So this trial is the Fair HF two trial,
and it was published, uh, the, the,

the primary author is Anchor, uh, so
Anchor Etal, and it says, published

online, March 30th, 2025 in jama.

Uh, an or in an original investigation.

So if, if at all what I talk
about is interesting, yes, please,

please go check out the, the trial.

Uh, I was, I'm not involved in the trial.

I had nothing to do
with it, and I, uh, uh.

Only vaguely know a couple of the
authors, so I don't, I don't have

any involvement in this trial.

So the, what is the question?

In the trial?

The trial, and it says
this right in jama, what I.

Are the efficacy and safety of intravenous
intravenous ferric carbo, carbo x maltose.

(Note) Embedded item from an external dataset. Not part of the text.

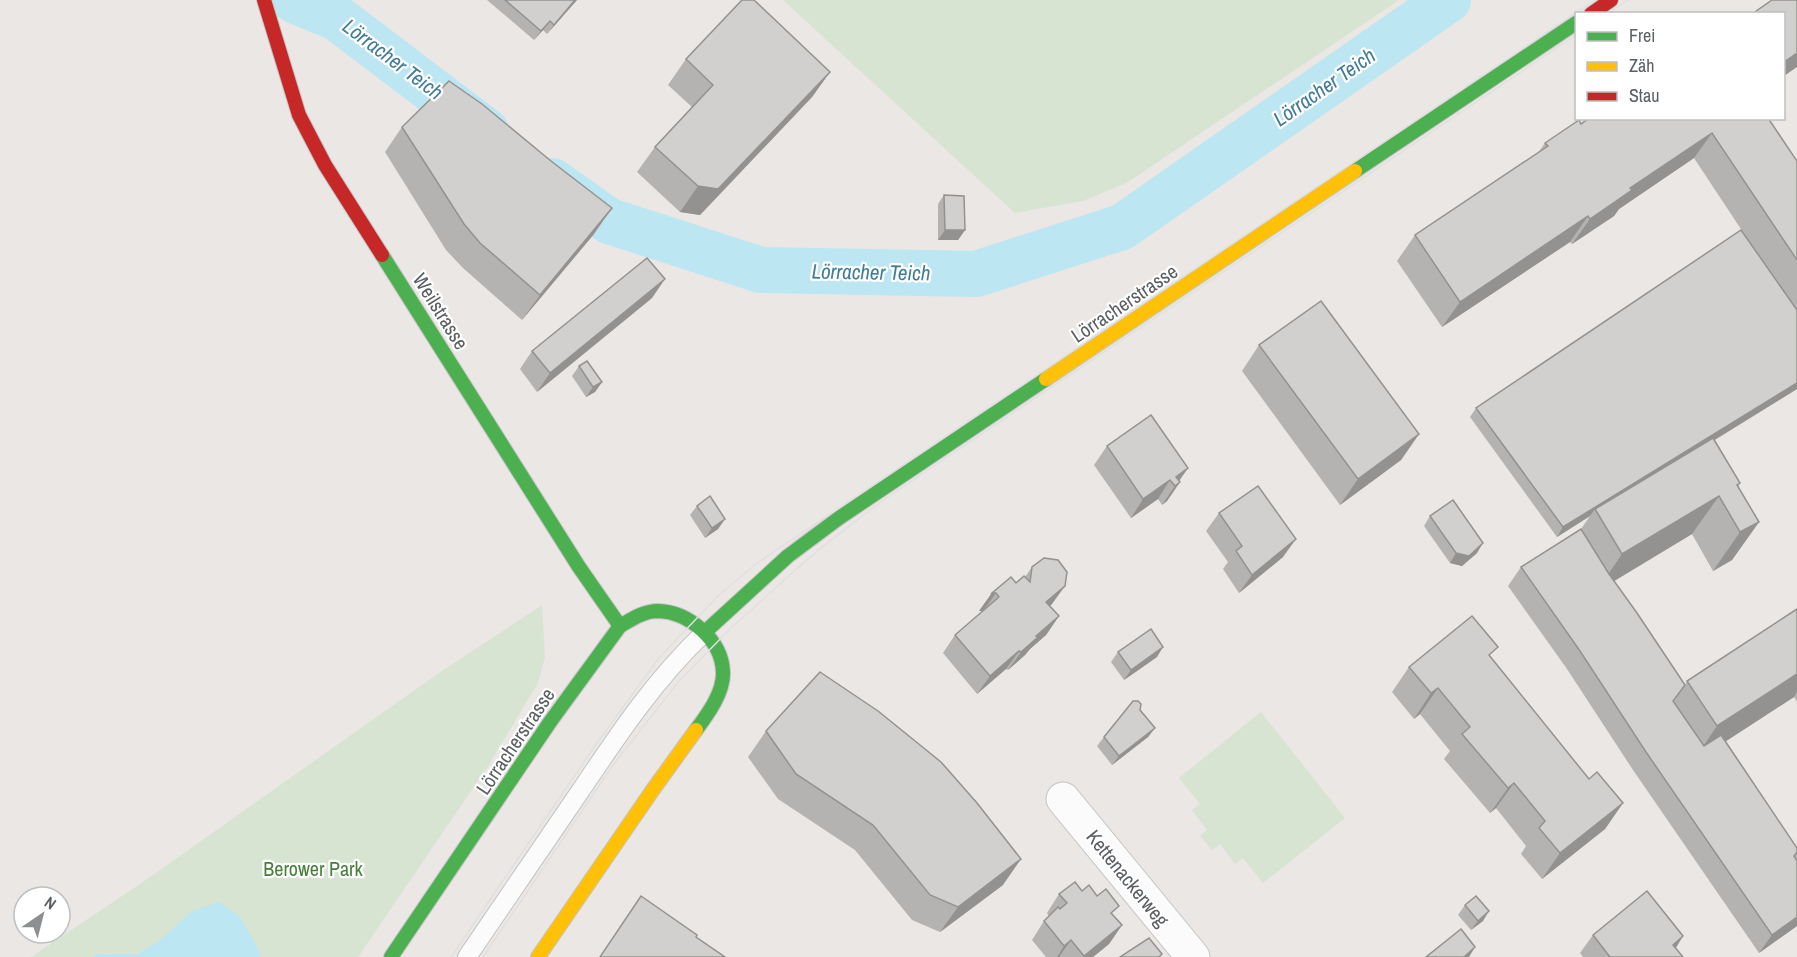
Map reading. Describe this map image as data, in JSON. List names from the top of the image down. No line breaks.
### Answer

I'm going to refer to this as
intravenous, um, uh, iron supplement.

Uh, the paper refers to it that way.

So this is for in, in patients with
heart failure and iron deficiency.

So is this.

Intravenous iron supplement for
patients with heart failure and

they have an iron deficiency.

Is it effective and safe?

That's the question in the trial.

Okay, so very interesting.

So the design, the settings, and the
participants, it's a multicenter trial.

It's randomized one-to-one.

With the iron supplement.

Uh, in there patients with
heart failure defined as having

A-L-V-E-F left ventricular ejection
fraction less than or equal to

45% and having an iron deficiency.

I'll let you if, if, if you know
what levels of iron deficiency are.

Uh, I'll let you go to the paper to, to,
to see that by the way, they define a

particular highly deficient group, and
I'll say something about that as well.

But, so everybody's iron deficient
and there's a particular subgroup

that is, is, uh, highly deficient.

It enrolled at 70 clinical
sites in six European countries.

Enrolled from March,
2017 to November of 23.

Median follow-up of patients was
16 months, uh, in, in the trial.

Okay, so again, any of the details,
please, uh, uh, read the article.

So sounds very interesting.

The trial enrolled 1,105 patients,
so rather large trial from that

perspective, large and long trial.

The primary endpoint in the trial,
and it's a bit sort of interesting and

I'll try to lay this out a little bit.

So the primary endpoint, it's
looking at cardiovascular death

and heart failure, hospitalization.

Very common endpoints in heart
failure trials, it, it's going to

analyze three different primary.

Endpoints where that's an endpoint
tied to an analysis in the trial.

So the first one is the time to
first cardiovascular death or

heart failure hospitalization.

Again, a very common way to analyze
in heart failure trials is a time to

event, so they're doing standard time
to event analyses for that endpoint.

Additionally, they're doing an analysis
of the rate of total hospitalization.

So this is, a patient could have
multiple heart failure hospitalizations,

and they're using rather standard
analysis techniques of that for

count data, negative binomial
analysis for count data, depending

on the exposure the patients have.

The third one is analyzing the first
endpoint that I described, which

is time to first cardiovascular
death or hospitalization.

But it's restricted to that
subgroup that I, that I de, that I

described that are highly deficient.

And that, so those are the three
analyses that are gonna define the

primary set of analyses in the trial.

Yes.

They're gonna control the
overall family-wise, experimental

error rate by, by analyzing all
three of those, uh, analyses.

So sort of co-primary, if you
will, in the sense that any one

of those could potentially be
successful and they adjust for that.

Okay, so they use a Berg procedure
for analyzing those three,

uh, I'll call them endpoints.

And I, I struggle with this a little bit
because I like to think of endpoint as

heart failure, time to heart failure,
hospitalization, or cardiovascular death.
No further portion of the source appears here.